A vida de “Gabo”

segunda-feira, 19 de outubro de 2009

Gerald Martin demorou 17 anos para construir o livro “Gabriel García Márquez — Uma Vida”, agora traduzido ao português. Em 690 páginas nos é contada a vida e a obra, os meandros políticos, os segredos familiares, a infância atribulada, a idade adulta, com a sua treva e a sua luz, a intrínseca luta de um fabulador e jornalista que, ao travar conhecimento com o seu biógrafo, avisou-o logo: “Não me obrigue a fazer o seu trabalho.”

A vida de “Gabo”


ERA UMA VEZ uma cidade condenada a desaparecer da memória dos homens, levada pelo pó e submergida em escombros, após cem anos de fervorosa solidão. E era uma vez uma cidade que jamais pôde desaparecer da memória dos homens, porque a sua ruína seria a ruína do livro, e o livro nunca esteve a ela predestinado. O autor, ao acabá-lo, confessou que desconhecia se tinha em mãos um romance ou um quilo de papel. E mais tarde acrescentou que se sentia “cansado” dele, que não passava de um volume superficial cujo sucesso se devia a um conjunto bem afinado de “truques de escritor”.

Que Gabriel García Márquez tenha renegado a sua primeira grande obra não é novidade para ninguém. Mas a história do processo que levou à sua conclusão, sinuosa e romanesca — incluindo o episódio em que o colombiano queima os 40 cadernos de notas, sob o argumento de que mostrá-los seria como “ser apanhado de calças curtas” — poderia ter-se perdido para sempre se não fosse pela obsessão de um professor de iteratura britânico em tornar-se biógrafo oficial do escritor. Gerald Martin demorou 17 anos para construir o livro “Gabriel García Márquez — Uma Vida”, agora traduzido ao português. Em 690 páginas nos é contada a vida e a obra, os meandros políticos, os segredos familiares, a infância atribulada, a idade adulta, com a sua treva e a sua luz, a intrínseca luta de um fabulador e jornalista que, ao travar conhecimento com o seu biógrafo, avisou-o logo: “Não me obrigue a fazer o seu trabalho.”
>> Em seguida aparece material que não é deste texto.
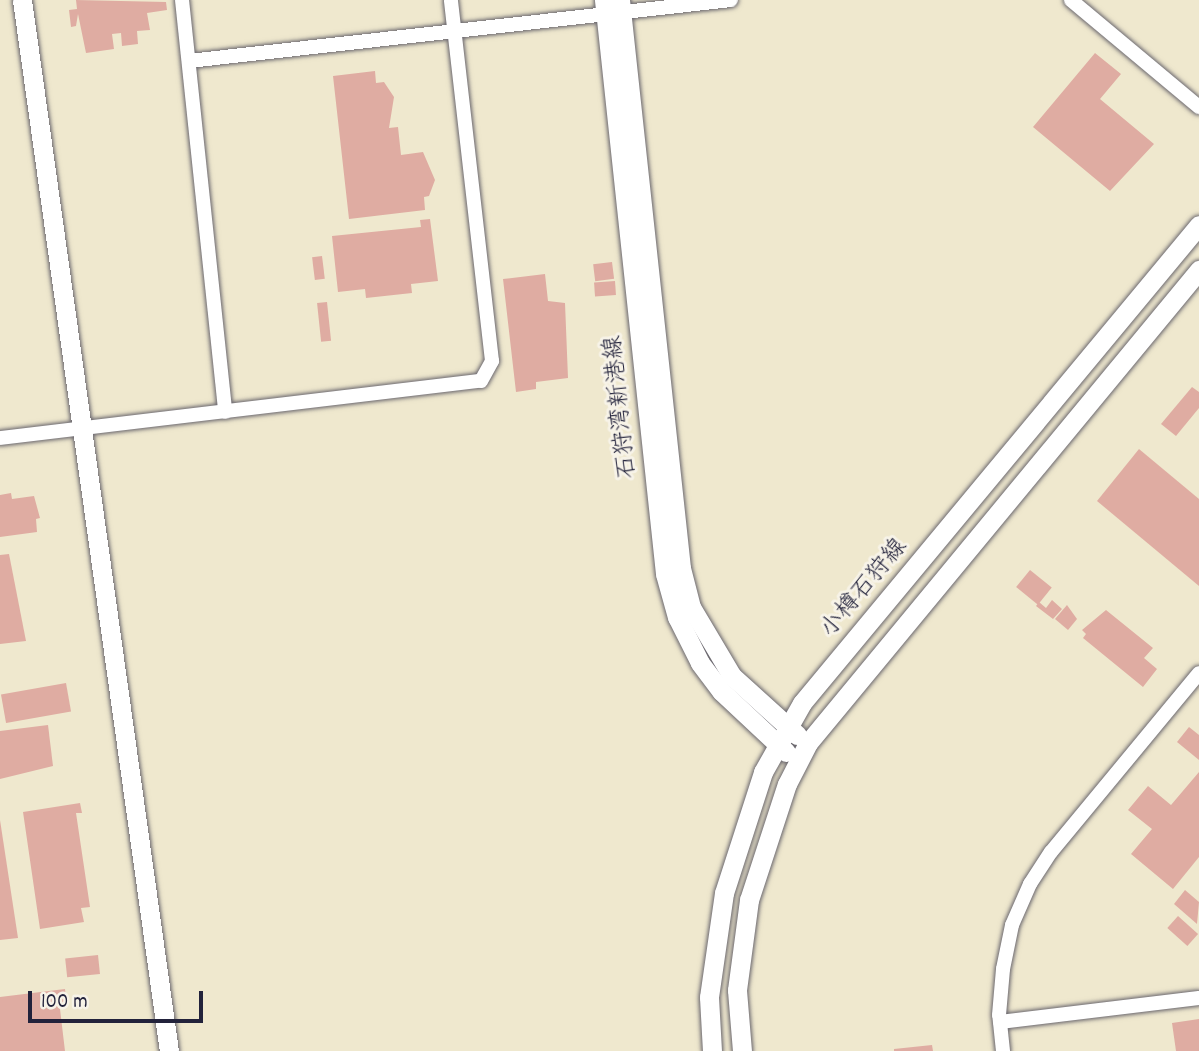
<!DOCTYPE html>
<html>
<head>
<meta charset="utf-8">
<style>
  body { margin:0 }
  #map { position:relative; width:1199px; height:1051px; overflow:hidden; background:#efe8ce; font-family:Dekko,"Klee One",sans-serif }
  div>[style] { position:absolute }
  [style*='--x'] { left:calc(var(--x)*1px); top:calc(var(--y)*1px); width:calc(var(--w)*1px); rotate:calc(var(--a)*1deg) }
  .building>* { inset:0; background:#dfaca2; transform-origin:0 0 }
  .roads { filter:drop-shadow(0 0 2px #6a676e) drop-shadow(0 0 2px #6a676e) }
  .street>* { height:14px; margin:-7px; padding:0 7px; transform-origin:7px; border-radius:7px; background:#fff }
  .secondary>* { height:19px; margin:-9.5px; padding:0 9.5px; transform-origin:9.5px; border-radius:9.5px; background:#fff }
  span { translate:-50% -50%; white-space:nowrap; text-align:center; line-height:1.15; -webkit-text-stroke:6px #f7f3e8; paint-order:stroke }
  .street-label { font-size:24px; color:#22223b }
  .scale { position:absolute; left:28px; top:991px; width:175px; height:32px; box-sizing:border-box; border:4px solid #22223b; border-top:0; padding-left:9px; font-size:21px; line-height:24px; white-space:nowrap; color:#22223b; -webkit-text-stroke:5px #f7f3e8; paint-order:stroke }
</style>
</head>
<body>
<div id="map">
  <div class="building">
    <div style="clip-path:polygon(76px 0,166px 2px,167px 10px,147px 13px,150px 30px,137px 31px,138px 44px,122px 46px,121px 33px,112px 34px,114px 49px,86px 53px,78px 14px,76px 26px,71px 27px,69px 10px,77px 9px)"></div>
    <div style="clip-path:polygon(1095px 53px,1121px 74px,1100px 99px,1154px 144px,1110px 191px,1033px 127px)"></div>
    <div style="clip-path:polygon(375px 71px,376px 83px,384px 82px,394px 97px,389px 128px,398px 127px,401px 155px,423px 152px,435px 180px,429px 196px,424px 197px,425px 210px,349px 219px,333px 76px)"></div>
    <div style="clip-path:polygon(430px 219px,438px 281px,411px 284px,412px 293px,366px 298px,365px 289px,338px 292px,332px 236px,421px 227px,420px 220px)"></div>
    <div style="left:322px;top:256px;width:23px;height:10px;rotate:83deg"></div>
    <div style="left:612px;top:262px;width:17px;height:19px;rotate:83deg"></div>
    <div style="clip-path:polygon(545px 274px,548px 301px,565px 303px,568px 378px,536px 382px,536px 389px,516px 392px,503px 279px)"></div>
    <div style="left:615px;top:281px;width:14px;height:21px;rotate:86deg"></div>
    <div style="left:327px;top:302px;width:39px;height:10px;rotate:84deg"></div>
    <div style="clip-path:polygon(1192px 387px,1199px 392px,1199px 408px,1176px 436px,1161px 424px)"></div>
    <div style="clip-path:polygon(1139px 449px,1199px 499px,1199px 586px,1097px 501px)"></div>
    <div style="clip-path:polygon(11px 493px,12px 499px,34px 496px,40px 518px,36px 519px,37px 532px,0 537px,0 495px)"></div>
    <div style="clip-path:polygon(9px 554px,26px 641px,0 644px,0 555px)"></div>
    <div style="left:1030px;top:570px;width:28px;height:22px;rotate:39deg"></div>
    <div style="clip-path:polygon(1052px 600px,1062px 609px,1053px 619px,1036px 606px,1039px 602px,1046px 608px)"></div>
    <div style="clip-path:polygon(1067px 605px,1077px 619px,1068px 630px,1055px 619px)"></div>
    <div style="clip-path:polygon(1106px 610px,1153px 648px,1144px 658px,1157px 669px,1143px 687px,1083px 638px,1086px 634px,1082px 630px)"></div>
    <div style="left:66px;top:683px;width:29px;height:66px;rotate:80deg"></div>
    <div style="clip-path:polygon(48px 725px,53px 766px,0 779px,0 731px)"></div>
    <div style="clip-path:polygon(1189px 727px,1199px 735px,1199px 760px,1177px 742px)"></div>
    <div style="clip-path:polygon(1199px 772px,1199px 857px,1173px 889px,1131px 854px,1152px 829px,1128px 810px,1148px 786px,1171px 805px)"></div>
    <div style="clip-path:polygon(80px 803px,82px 813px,76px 813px,90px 907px,81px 908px,84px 922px,40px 929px,23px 812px)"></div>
    <div style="clip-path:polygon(0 820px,18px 938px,0 940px)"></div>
    <div style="clip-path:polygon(1185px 890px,1199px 902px,1197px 924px,1174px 904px)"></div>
    <div style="left:1178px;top:916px;width:27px;height:16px;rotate:42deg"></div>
    <div style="left:98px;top:955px;width:19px;height:33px;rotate:84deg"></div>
    <div style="clip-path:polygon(65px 989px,67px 1008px,60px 1009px,65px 1051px,0 1051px,0 997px)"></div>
    <div style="clip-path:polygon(1199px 1019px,1199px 1051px,1176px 1051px,1172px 1023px)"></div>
    <div style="clip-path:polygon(932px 1045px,933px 1051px,894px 1051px,894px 1049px)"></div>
  </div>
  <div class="roads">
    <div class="street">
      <div style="--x:182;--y:0;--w:414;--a:84"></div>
      <div style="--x:1071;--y:0;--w:167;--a:39.9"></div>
      <div style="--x:189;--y:61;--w:545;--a:-6.42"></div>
      <div style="--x:0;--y:438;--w:484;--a:-6.8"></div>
      <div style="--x:481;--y:381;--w:23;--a:-61"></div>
      <div style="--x:492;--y:361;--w:363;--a:-96.5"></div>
      <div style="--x:1000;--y:1022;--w:200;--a:-6.9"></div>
      <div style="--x:1003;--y:1051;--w:36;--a:-96"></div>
      <div style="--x:999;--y:1015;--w:46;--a:-85"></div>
      <div style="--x:1003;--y:969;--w:45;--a:-78.4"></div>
      <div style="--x:1012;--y:925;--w:45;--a:-66.3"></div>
      <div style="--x:1030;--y:884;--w:38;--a:-57"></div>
      <div style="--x:1051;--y:852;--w:232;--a:-50.4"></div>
    </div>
    <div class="secondary">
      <div style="--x:22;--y:0;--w:1061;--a:82.04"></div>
      <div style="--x:604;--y:0;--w:577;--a:83.93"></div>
      <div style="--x:665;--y:574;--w:45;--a:74.4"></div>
      <div style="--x:677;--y:617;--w:51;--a:63.4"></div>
      <div style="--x:700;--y:663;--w:35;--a:53"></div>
      <div style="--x:721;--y:691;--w:89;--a:43.2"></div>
      <div style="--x:620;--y:0;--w:571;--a:83.87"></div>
      <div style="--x:681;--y:568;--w:40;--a:75.6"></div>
      <div style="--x:691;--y:607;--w:80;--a:59.3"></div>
      <div style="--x:732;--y:676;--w:88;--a:42.2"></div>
      <div style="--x:712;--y:1051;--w:54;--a:-93.2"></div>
      <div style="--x:709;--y:997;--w:105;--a:-81.8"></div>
      <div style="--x:724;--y:893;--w:127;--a:-72.1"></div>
      <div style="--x:763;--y:772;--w:79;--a:-60.5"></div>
      <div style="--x:802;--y:703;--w:621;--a:-50.29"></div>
      <div style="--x:742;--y:1051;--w:61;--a:-94.7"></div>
      <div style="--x:737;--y:990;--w:91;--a:-82.4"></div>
      <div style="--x:749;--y:900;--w:122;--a:-71.9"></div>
      <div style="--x:787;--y:784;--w:46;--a:-62.9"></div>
      <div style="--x:808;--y:743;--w:614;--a:-50.42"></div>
    </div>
  </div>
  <div class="street-label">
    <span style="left:622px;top:407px;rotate:-96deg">石狩湾新港線</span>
    <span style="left:865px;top:589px;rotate:-50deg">小樽石狩線</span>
  </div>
  <div class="scale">100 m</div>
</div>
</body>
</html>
Gerald Martin levou a advertência ao pé da letra e entrevistou mais de 300 pessoas, desde a família ao próprio Fidel Castro. Rastreou também as origens do escritor, da natal Arataca às cidades para onde a família se mudou por capricho do pai, Gabriel Elígio, e a relação com os avôs maternos que o criaram até aos dez anos, especialmente com o coronel Nicolás Márquez, combatente na mítica Guerra dos Mil Dias. Nesta primeira parte, há uma mãe que chega de trem para rever o primogênito; há uma criança corroída pela timidez que cresce à margem dos pais; há irmãos e um pai que ela não conhece que a arrancará do lar ao qual estava habituada. García Marquez, Gabito, vai descobrir o mundo, isto é, o resto da Colômbia, deixando a luminosidade da Costa rumo à escura Bogotá, onde os poetas, engravatados e diletantes, se reúnem nos cafés. Os amigos de então nunca esqueceram a figura do “costeño” a entrar num desses antros vestido com roupa descontraída, piscando o olho à empregada e perguntando-lhe: “Esta noite?” Pensaram estar perante uma “causa perdida”.

Rapidamente se aperceberam do contrário. Ao primeiro texto que García Marquez assinou, aos 21 anos, para o jornal “El Espectador”, o editor falou no “nascimento de um escritor extraordinário.” Era quase como a transformação (consciente, involuntária) de Gregorio Samsa na “Metamorfose” de Kafka, que ele leu e releu como uma bíblia, na tradução de Jorge Luís Borges. Existiu um momento exato para García Márquez se tornar definitivamente nele próprio: a viagem que empreendeu com a mãe, Luísa, rumo a Arataca, para vender a casa que pertencera aos avôs: “O que me aconteceu foi que me apercebi de que tudo o que tinha acontecido na minha infância tinha um valor literário que eu só agora apreciava.” Nessa época, além de kafkiano, Gabo era admirador de Virginia Woolf e William Faulkner, cantante de boleros, frequentador de bordéis, eterno estudante de Direito, jornalista em apuros econômicos que vivia numa ‘casa de meninas’ quando começava a rabiscar a primeira novela, “A Revoada”, sobre a qual viria a dizer: “Isto não está mau, mas vou escrever uma coisa que será mais lida que o ‘Quixote’.”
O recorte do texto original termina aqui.